┌──
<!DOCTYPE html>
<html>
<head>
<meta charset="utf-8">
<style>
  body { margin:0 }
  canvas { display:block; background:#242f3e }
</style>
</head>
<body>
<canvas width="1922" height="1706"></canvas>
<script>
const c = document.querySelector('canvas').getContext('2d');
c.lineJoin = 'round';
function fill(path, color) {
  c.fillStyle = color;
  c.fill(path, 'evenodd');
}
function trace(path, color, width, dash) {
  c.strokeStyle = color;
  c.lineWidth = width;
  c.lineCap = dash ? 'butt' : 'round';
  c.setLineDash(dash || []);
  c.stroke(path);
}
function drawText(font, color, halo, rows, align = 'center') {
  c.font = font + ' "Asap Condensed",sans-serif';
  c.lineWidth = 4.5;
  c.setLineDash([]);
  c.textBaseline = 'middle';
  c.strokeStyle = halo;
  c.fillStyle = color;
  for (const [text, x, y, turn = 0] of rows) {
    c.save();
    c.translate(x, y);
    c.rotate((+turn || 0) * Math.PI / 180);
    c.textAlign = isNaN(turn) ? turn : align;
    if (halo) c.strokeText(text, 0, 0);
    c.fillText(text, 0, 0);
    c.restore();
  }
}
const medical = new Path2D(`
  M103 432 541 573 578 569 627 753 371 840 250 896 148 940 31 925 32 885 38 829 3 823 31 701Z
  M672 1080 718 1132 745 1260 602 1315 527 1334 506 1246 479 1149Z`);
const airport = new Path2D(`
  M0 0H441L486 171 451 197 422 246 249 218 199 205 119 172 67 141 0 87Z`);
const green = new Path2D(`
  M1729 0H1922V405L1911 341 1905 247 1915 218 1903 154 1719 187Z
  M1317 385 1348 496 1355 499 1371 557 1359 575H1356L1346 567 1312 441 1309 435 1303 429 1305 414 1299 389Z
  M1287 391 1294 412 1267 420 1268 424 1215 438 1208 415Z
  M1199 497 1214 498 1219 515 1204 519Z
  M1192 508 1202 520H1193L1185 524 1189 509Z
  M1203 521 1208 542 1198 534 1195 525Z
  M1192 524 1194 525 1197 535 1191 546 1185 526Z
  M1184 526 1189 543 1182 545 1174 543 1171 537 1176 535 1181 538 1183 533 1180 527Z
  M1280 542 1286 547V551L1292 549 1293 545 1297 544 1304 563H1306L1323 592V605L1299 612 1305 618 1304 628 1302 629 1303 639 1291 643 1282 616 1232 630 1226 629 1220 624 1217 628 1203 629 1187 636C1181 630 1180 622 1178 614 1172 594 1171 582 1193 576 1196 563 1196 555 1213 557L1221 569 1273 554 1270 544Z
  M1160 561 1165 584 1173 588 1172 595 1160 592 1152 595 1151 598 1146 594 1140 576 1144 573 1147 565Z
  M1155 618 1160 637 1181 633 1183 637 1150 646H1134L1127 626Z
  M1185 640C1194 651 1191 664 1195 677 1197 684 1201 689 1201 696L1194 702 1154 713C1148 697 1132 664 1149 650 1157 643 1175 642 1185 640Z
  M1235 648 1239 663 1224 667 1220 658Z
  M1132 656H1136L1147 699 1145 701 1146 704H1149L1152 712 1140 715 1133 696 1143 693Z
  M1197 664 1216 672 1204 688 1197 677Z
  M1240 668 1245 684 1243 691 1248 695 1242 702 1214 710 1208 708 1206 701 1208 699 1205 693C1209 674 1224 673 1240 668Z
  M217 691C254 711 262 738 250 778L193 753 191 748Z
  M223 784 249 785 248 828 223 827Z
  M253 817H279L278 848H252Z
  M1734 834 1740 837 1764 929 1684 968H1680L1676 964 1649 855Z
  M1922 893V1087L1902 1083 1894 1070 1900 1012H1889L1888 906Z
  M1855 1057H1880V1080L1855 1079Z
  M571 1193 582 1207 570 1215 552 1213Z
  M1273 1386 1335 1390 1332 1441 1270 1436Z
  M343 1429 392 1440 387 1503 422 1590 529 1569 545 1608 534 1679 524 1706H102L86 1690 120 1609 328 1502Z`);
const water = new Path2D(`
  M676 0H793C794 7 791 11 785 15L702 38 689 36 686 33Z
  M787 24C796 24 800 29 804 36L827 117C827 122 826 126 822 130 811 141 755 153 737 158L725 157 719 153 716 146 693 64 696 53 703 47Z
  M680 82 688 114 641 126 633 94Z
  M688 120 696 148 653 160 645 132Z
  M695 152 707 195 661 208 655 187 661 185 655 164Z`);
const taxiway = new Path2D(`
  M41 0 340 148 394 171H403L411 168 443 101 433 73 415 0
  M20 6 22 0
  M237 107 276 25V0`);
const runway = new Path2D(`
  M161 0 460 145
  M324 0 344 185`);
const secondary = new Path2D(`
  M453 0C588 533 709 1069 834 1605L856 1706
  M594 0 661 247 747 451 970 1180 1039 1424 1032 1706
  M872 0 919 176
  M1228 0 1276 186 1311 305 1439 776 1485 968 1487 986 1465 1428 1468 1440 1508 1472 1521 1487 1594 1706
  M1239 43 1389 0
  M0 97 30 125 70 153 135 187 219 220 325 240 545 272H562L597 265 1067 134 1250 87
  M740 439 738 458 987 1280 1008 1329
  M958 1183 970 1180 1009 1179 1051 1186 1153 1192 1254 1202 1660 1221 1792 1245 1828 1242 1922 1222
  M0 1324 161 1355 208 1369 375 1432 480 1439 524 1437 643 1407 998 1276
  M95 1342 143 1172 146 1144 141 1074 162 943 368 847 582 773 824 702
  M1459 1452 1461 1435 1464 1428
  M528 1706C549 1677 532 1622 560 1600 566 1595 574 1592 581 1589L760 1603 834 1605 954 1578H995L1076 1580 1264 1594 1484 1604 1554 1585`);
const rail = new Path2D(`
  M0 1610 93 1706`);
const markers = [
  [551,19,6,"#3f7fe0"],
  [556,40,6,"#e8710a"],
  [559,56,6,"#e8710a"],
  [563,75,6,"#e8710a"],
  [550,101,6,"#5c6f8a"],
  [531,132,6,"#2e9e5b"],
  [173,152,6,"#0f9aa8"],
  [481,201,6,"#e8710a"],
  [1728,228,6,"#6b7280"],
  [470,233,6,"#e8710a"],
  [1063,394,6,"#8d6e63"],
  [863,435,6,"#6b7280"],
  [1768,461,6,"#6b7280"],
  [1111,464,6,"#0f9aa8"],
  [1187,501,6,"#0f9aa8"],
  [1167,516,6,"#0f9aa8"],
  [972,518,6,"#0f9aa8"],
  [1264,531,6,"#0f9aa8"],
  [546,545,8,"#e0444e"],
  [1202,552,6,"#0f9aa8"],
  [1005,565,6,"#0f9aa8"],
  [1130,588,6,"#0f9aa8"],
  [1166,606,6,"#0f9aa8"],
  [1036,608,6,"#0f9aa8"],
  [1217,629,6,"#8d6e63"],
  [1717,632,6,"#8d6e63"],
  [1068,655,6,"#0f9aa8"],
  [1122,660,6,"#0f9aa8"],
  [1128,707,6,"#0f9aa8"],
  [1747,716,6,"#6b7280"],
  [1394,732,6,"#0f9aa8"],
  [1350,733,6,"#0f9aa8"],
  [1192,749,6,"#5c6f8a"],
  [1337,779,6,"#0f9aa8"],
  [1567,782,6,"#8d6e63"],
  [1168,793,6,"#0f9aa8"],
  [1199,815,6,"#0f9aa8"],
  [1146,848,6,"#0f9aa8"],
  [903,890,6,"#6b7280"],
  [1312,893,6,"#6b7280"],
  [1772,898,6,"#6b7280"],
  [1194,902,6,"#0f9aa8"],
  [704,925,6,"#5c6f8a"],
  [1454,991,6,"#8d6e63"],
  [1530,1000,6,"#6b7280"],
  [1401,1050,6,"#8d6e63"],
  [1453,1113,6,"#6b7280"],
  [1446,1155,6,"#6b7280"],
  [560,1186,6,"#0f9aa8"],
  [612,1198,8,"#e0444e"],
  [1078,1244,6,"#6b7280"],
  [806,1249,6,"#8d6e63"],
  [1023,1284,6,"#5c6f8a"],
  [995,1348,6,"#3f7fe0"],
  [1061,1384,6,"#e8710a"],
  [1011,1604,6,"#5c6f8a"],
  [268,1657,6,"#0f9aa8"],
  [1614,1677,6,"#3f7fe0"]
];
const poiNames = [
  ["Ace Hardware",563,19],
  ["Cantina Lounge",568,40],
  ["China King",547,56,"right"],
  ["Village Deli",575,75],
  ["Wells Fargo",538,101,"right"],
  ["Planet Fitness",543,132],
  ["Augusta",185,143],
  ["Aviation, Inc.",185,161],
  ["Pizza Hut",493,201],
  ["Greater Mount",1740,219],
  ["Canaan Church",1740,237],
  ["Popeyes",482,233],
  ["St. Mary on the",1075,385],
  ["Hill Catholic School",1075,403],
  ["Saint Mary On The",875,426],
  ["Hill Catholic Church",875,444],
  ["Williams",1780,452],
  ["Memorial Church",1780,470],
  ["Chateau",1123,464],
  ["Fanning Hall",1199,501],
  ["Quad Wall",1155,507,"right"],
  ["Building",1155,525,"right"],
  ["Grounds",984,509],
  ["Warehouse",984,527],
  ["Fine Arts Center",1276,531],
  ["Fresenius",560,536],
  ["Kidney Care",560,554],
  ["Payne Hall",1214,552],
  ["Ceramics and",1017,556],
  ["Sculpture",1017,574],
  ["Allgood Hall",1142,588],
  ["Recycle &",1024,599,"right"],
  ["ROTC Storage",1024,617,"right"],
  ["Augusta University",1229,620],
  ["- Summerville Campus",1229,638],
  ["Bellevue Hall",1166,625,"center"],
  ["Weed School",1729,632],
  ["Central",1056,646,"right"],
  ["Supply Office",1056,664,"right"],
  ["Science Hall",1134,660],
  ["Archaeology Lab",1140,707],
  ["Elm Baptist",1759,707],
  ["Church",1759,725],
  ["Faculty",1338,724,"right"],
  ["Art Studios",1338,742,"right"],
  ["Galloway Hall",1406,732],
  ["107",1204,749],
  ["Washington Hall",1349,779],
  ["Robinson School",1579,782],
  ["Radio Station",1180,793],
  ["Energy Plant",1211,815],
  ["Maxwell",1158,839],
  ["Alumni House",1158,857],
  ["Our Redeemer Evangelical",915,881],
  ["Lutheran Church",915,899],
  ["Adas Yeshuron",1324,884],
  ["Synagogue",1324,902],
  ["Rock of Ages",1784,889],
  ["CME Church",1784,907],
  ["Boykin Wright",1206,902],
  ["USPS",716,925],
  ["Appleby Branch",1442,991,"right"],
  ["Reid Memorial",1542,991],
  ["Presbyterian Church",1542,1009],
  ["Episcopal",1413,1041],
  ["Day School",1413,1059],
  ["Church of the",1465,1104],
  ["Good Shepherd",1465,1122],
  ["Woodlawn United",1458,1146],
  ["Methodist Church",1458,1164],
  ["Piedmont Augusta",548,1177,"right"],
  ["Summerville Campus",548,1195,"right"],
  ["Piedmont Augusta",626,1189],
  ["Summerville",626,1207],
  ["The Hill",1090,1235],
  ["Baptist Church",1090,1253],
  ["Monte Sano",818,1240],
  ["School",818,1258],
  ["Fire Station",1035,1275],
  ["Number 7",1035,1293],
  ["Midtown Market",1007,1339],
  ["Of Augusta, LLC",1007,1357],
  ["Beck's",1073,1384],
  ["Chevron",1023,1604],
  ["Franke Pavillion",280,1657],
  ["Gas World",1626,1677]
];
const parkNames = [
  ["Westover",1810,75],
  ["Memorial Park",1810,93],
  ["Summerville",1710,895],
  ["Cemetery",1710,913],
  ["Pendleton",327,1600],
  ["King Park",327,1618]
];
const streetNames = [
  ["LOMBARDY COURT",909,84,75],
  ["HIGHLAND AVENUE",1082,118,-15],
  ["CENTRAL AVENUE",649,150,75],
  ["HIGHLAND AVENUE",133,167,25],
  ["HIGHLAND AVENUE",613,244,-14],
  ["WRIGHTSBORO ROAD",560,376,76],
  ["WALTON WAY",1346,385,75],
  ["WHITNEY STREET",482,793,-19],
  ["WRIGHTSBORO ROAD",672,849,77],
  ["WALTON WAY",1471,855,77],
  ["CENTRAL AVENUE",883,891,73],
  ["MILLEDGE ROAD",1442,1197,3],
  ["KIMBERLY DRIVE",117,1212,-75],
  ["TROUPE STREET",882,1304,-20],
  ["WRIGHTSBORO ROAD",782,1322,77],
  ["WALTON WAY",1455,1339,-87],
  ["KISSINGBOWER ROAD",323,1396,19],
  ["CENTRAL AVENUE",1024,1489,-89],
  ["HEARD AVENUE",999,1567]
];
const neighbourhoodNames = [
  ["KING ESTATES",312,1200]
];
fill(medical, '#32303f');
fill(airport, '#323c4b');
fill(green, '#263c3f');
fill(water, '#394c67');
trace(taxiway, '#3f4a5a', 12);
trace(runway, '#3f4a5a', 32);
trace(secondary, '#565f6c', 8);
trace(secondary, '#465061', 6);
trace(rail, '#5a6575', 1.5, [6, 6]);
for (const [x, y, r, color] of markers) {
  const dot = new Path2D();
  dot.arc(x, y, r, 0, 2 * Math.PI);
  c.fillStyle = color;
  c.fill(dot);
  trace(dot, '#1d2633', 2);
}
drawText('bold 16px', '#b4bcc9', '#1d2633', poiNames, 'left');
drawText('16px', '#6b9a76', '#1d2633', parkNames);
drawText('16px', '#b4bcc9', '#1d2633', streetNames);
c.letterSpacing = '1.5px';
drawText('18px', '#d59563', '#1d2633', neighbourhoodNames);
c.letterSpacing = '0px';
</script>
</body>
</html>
└──
┌──
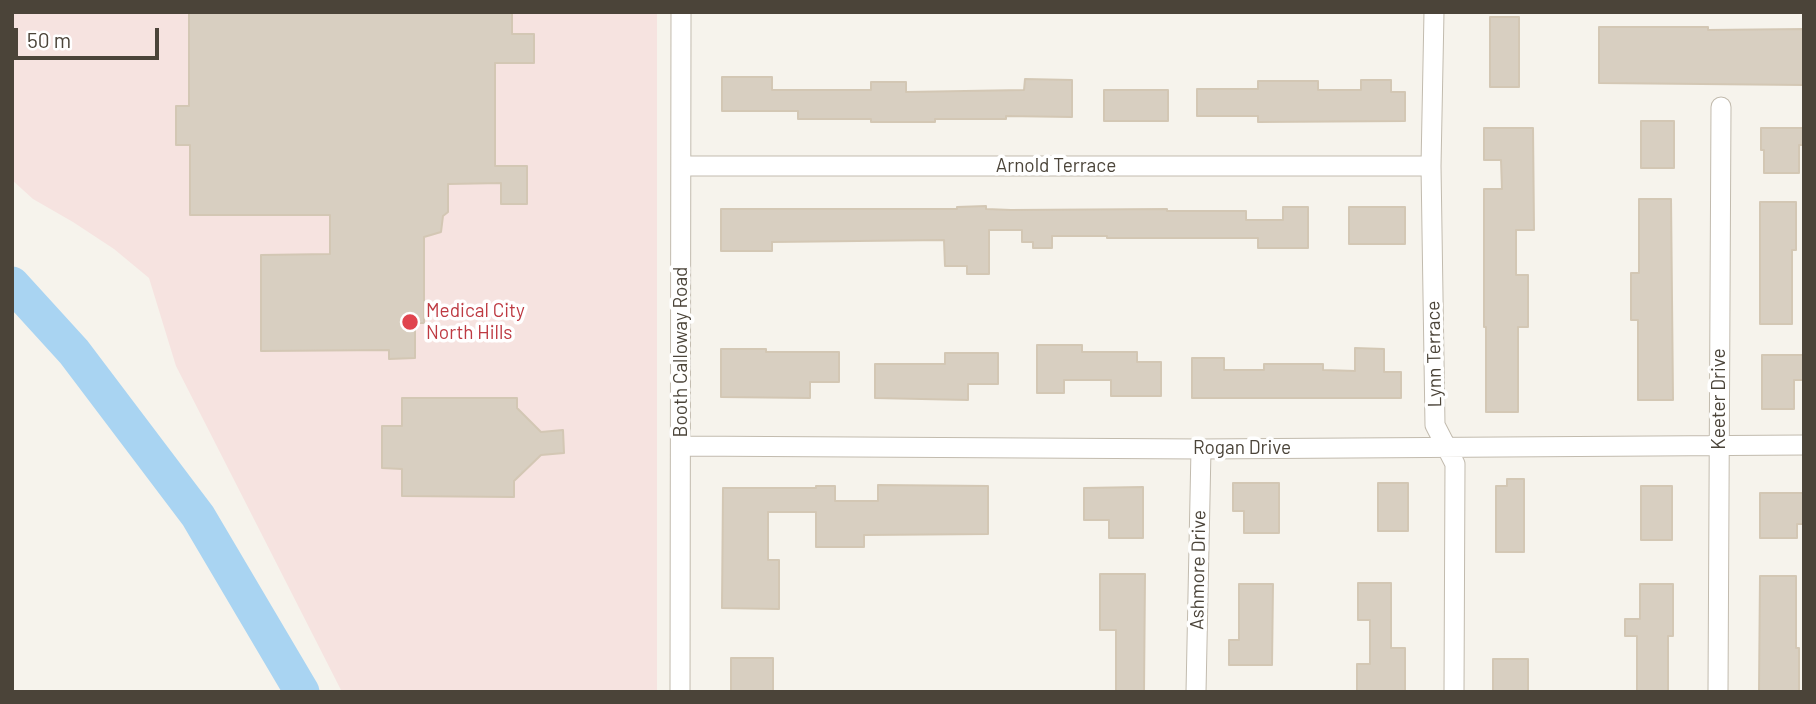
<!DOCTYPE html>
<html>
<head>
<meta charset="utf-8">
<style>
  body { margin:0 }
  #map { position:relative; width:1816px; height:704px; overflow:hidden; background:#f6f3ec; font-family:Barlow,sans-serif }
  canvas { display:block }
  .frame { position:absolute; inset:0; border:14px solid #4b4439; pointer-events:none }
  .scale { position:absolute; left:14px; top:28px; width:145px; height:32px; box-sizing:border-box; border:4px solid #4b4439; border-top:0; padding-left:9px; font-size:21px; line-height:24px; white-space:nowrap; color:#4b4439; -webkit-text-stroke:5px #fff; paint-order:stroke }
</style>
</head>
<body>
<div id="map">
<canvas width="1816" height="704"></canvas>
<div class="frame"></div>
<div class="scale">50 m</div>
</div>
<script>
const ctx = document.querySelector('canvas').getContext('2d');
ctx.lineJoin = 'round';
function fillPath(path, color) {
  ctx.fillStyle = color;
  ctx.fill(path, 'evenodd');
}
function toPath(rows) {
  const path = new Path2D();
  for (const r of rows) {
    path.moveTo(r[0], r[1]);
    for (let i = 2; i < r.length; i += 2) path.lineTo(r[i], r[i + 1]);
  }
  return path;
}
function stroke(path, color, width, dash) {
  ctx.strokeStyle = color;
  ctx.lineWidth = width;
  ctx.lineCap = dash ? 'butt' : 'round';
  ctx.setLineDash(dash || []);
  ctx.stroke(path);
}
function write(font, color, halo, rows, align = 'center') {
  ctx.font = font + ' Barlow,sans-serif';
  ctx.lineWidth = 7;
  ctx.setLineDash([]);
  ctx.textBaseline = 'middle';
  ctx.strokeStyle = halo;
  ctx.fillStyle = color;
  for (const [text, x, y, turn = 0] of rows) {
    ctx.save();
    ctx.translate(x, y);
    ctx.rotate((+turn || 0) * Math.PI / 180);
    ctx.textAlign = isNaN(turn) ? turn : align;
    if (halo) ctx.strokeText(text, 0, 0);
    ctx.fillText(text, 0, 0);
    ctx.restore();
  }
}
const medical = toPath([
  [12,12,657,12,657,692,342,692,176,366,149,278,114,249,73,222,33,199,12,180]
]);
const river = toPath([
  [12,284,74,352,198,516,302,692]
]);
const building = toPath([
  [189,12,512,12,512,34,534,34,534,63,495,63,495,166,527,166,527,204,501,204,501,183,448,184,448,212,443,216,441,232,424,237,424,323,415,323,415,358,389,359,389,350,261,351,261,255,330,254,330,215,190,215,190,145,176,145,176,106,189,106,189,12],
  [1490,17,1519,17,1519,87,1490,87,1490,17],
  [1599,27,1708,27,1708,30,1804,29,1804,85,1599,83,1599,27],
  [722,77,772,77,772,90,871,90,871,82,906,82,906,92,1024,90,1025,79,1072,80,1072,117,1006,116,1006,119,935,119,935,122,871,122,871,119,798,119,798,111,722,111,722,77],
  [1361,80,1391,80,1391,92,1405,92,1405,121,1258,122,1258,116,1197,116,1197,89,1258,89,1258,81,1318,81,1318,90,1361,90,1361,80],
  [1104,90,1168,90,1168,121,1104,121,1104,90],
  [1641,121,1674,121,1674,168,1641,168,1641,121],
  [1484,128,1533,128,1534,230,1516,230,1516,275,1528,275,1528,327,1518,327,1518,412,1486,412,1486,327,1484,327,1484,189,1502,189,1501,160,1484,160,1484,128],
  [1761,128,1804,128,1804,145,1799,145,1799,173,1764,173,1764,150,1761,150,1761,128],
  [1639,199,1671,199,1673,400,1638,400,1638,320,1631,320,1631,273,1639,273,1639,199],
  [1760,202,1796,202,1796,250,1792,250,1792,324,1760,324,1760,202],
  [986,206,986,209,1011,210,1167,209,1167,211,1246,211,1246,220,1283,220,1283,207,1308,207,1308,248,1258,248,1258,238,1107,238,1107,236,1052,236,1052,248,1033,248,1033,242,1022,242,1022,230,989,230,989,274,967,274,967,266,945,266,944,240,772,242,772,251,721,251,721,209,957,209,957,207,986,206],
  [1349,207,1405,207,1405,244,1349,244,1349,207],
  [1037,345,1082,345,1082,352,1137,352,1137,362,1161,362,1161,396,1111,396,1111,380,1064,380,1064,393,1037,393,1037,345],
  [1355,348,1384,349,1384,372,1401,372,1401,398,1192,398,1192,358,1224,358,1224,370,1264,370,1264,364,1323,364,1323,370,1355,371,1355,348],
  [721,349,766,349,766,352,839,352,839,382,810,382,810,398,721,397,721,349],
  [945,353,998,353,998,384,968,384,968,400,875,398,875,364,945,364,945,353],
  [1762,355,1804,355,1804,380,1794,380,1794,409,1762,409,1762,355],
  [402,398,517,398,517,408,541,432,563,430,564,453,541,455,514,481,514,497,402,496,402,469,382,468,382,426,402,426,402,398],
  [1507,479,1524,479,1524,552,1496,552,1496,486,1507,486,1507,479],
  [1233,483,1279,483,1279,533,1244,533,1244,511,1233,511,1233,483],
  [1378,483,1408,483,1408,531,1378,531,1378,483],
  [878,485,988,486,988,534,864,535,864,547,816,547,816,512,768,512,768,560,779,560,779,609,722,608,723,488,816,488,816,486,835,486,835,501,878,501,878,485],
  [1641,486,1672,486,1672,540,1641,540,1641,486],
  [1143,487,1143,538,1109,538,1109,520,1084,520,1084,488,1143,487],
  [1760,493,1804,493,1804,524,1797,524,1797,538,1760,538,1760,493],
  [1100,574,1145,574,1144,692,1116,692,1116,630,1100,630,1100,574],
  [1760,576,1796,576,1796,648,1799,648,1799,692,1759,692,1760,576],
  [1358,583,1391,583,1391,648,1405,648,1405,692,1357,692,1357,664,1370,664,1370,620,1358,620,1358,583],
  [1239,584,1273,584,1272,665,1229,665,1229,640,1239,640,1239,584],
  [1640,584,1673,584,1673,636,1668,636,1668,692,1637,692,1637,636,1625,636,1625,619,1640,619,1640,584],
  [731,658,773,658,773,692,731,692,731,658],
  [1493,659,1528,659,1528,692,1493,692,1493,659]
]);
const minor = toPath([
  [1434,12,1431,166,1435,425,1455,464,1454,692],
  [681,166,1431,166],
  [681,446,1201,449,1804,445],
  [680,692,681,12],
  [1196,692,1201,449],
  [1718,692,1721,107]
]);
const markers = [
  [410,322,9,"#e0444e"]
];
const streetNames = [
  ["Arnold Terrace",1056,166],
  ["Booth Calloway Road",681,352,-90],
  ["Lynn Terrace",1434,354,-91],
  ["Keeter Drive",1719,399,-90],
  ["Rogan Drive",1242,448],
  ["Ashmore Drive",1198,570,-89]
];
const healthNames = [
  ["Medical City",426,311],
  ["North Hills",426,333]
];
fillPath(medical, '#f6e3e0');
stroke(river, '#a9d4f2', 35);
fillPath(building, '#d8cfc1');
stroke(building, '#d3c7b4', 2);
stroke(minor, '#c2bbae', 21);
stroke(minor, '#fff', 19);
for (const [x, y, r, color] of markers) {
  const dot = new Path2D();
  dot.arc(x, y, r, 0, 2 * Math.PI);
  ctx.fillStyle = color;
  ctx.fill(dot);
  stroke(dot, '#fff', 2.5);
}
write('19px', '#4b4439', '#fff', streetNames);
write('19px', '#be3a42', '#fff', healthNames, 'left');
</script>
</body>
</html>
└──
◆ EXERCISE AIM
From the records above, copy only the lines starting with the line that holds "c.lineJoin = 'round';" and going on through the line that holds "M1729 0H1922V405L1911 341", exactly as written.

◆ REPLY TO THE EXERCISE
c.lineJoin = 'round';
function fill(path, color) {
  c.fillStyle = color;
  c.fill(path, 'evenodd');
}
function trace(path, color, width, dash) {
  c.strokeStyle = color;
  c.lineWidth = width;
  c.lineCap = dash ? 'butt' : 'round';
  c.setLineDash(dash || []);
  c.stroke(path);
}
function drawText(font, color, halo, rows, align = 'center') {
  c.font = font + ' "Asap Condensed",sans-serif';
  c.lineWidth = 4.5;
  c.setLineDash([]);
  c.textBaseline = 'middle';
  c.strokeStyle = halo;
  c.fillStyle = color;
  for (const [text, x, y, turn = 0] of rows) {
    c.save();
    c.translate(x, y);
    c.rotate((+turn || 0) * Math.PI / 180);
    c.textAlign = isNaN(turn) ? turn : align;
    if (halo) c.strokeText(text, 0, 0);
    c.fillText(text, 0, 0);
    c.restore();
  }
}
const medical = new Path2D(`
  M103 432 541 573 578 569 627 753 371 840 250 896 148 940 31 925 32 885 38 829 3 823 31 701Z
  M672 1080 718 1132 745 1260 602 1315 527 1334 506 1246 479 1149Z`);
const airport = new Path2D(`
  M0 0H441L486 171 451 197 422 246 249 218 199 205 119 172 67 141 0 87Z`);
const green = new Path2D(`
  M1729 0H1922V405L1911 341 1905 247 1915 218 1903 154 1719 187Z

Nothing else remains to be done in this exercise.